Computer Vision: Upsampling2D & Conv2DTranspose layers in TensorFlow
Upsampling means increase the dimensions of an image. It is used in decoders of segmentation algorithms, creating an image of a random vector sample with GANs and improving an image’s quality, etc. The up-sampling technique increases the resolution as well as the size of the image.
There are two ways of upsampling. Either we scale the original image up, or we use something called Transpose convolution/deconvolution.
SCALING
The new pixels that are added are generated with some kind of interpolation/Scaling method.
Two main methods amongst the plethora that are available are:
1. nearest neighbor interpolation: in which the upsampled pixel is a copy of the closest pixel from the pool.
2. bilinear interpolation: we calculate the weighted distance between each nearest pixel using linear interpolation and calculate the new pixel.

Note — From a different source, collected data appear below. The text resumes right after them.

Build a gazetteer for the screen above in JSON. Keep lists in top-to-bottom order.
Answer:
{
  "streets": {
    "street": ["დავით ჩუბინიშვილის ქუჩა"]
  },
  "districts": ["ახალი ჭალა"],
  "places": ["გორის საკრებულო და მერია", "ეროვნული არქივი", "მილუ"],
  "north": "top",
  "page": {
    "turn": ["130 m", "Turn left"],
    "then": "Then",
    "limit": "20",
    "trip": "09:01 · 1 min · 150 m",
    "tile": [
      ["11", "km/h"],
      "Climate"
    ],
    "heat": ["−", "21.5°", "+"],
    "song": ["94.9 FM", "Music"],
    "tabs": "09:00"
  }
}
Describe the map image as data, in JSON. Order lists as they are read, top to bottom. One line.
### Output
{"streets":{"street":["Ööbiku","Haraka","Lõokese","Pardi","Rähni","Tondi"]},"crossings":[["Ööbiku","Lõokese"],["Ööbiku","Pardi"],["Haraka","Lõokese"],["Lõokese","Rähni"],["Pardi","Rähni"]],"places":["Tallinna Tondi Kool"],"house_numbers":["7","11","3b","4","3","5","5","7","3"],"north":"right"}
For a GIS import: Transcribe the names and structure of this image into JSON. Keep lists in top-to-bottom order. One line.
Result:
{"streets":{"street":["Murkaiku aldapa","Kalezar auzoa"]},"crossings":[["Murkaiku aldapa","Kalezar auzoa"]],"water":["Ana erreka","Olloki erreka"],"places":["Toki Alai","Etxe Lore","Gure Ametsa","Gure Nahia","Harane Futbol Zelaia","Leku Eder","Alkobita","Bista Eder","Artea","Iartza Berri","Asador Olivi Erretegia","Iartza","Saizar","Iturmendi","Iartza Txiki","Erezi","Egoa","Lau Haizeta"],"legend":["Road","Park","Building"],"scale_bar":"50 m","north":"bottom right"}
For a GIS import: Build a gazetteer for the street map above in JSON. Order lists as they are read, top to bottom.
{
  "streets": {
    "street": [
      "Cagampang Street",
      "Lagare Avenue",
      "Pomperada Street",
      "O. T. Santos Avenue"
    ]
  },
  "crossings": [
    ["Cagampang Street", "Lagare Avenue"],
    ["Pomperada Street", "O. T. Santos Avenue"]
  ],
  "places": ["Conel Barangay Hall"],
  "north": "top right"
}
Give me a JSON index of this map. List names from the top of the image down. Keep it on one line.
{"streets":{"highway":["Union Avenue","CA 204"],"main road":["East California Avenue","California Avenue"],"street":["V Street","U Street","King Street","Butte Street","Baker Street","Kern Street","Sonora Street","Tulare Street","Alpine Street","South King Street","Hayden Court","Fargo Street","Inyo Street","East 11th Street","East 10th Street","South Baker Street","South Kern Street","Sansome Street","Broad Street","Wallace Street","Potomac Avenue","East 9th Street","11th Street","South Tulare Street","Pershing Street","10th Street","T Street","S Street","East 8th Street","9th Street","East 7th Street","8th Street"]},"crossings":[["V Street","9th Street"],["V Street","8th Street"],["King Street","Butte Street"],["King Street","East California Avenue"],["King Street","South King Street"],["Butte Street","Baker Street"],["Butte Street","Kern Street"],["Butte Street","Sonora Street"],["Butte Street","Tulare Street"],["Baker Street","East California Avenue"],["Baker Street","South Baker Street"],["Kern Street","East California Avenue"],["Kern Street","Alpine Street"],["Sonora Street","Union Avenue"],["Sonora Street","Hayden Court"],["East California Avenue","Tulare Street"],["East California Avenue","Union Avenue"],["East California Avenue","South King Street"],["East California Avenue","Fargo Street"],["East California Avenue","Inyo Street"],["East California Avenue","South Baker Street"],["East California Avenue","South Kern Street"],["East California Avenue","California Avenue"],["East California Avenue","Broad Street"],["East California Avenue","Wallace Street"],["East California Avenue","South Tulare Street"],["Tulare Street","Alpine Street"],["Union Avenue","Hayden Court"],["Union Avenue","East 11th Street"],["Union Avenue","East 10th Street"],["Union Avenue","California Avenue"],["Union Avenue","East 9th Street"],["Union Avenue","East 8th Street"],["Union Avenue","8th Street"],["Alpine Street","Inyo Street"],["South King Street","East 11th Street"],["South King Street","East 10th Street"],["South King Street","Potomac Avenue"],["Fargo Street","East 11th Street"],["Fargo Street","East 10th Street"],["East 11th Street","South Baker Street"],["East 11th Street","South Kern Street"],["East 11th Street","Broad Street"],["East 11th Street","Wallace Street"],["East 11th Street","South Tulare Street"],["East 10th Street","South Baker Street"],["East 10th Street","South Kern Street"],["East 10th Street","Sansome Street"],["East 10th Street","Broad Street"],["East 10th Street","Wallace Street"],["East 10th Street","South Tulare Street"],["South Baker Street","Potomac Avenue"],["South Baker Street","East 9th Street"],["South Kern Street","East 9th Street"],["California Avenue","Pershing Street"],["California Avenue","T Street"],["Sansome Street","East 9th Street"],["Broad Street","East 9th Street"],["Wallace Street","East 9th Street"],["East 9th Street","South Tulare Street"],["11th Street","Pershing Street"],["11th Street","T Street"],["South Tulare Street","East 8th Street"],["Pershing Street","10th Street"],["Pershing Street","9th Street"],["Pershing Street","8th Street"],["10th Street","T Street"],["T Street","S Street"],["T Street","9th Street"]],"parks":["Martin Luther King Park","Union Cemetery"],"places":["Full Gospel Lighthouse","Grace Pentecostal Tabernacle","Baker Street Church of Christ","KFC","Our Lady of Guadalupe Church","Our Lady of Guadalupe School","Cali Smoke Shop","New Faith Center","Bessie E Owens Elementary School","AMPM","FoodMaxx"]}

3. bicubic interpolation: we choose the nearest pixel in this approach as well, but instead of linear interpolation to calculate the new pixel value, we have to choose 3rd order polynomial interpolation. This takes somewhat more time than the other two methods but gives better and smoother results.
TensorFlow API: Upsampling2D is a simple and fast API that is mostly used in Keras to upsample images from the results of the pooling (pooling after Convnets). It is added as a layer to the model.
tf.keras.layers.UpSampling2D(
size=(2, 2), data_format=None, interpolation='nearest', **kwargs
)
In code to use upsampling is specified as a layer with a number of properties.
The size is the upsampling window size. For example, if it’s two comma two is shown here, any pixel will be upsampled to a two-by-two pixel array of four pixels.
The data_format parameter is used to determine how Keras loads the data and the order of the parameters and then when it loads it.
- The option channels first means that when listing out the dimensions, the channel dimension is listed before the height and the width.